Fürth Airfield is a former military airfield located in Germany about 2 miles north-northeast of the city center of Fürth in the neighborhood "Atzenhof" ;  approximately 200 miles south-southwest of Berlin. During the Weimar Republic it served as the principal civil aviation hub of the Nuremberg metropolitan region.
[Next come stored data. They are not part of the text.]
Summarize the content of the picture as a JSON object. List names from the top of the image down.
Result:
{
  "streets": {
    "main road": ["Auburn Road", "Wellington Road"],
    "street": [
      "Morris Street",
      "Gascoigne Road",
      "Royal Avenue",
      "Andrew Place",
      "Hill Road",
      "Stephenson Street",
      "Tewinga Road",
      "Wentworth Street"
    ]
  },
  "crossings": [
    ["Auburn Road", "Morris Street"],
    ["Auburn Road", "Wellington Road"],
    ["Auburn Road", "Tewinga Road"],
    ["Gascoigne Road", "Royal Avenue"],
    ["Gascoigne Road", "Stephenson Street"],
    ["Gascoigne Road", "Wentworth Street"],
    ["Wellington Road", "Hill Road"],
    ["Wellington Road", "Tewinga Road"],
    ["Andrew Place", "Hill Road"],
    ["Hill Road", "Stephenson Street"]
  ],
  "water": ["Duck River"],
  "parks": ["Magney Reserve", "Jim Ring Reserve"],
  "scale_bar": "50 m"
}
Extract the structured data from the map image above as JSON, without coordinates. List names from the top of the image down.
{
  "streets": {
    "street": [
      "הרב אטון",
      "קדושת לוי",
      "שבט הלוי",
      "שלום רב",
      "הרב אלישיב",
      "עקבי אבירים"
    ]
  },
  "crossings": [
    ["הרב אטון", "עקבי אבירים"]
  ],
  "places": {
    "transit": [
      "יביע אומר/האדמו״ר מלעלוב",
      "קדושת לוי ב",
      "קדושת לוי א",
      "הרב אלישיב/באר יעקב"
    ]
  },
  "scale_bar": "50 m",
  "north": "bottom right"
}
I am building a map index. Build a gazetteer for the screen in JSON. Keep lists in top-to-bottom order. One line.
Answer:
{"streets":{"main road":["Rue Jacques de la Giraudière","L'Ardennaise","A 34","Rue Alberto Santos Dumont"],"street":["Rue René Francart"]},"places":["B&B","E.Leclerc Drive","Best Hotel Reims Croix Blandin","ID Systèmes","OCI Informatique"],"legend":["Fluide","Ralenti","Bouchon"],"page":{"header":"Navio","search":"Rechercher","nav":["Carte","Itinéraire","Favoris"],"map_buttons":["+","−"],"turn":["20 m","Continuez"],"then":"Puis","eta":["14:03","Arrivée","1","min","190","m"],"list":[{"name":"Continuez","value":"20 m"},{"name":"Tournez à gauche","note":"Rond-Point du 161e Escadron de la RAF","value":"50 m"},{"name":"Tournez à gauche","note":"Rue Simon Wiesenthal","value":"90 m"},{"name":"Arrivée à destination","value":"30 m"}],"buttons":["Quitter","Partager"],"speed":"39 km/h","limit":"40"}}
In World War I there was a training center of the Royal Bavarian Air Force. In the 1920s it was the first international airport of the cities Nürnberg and Fürth. The importance of the airport increased further when Junkers transferred first its central repair workshop, and then the final assembly line for its F-13 and G-24 aircraft from Dessau to Fürth. In 1935 it became again an airfield of the Luftwaffe. The airfield was used during World War II by the German Luftwaffe as a combat airfield.  It was seized in early April 1945 by the United States Army and used as a Ninth Air Force combat airfield until the end of the war in Europe. Afterwards the "Army Airfield Station Fürth" was established here, being closed in June 1947. Then it became "Monteith-Barracks" of the US Army till it was closed in 1993.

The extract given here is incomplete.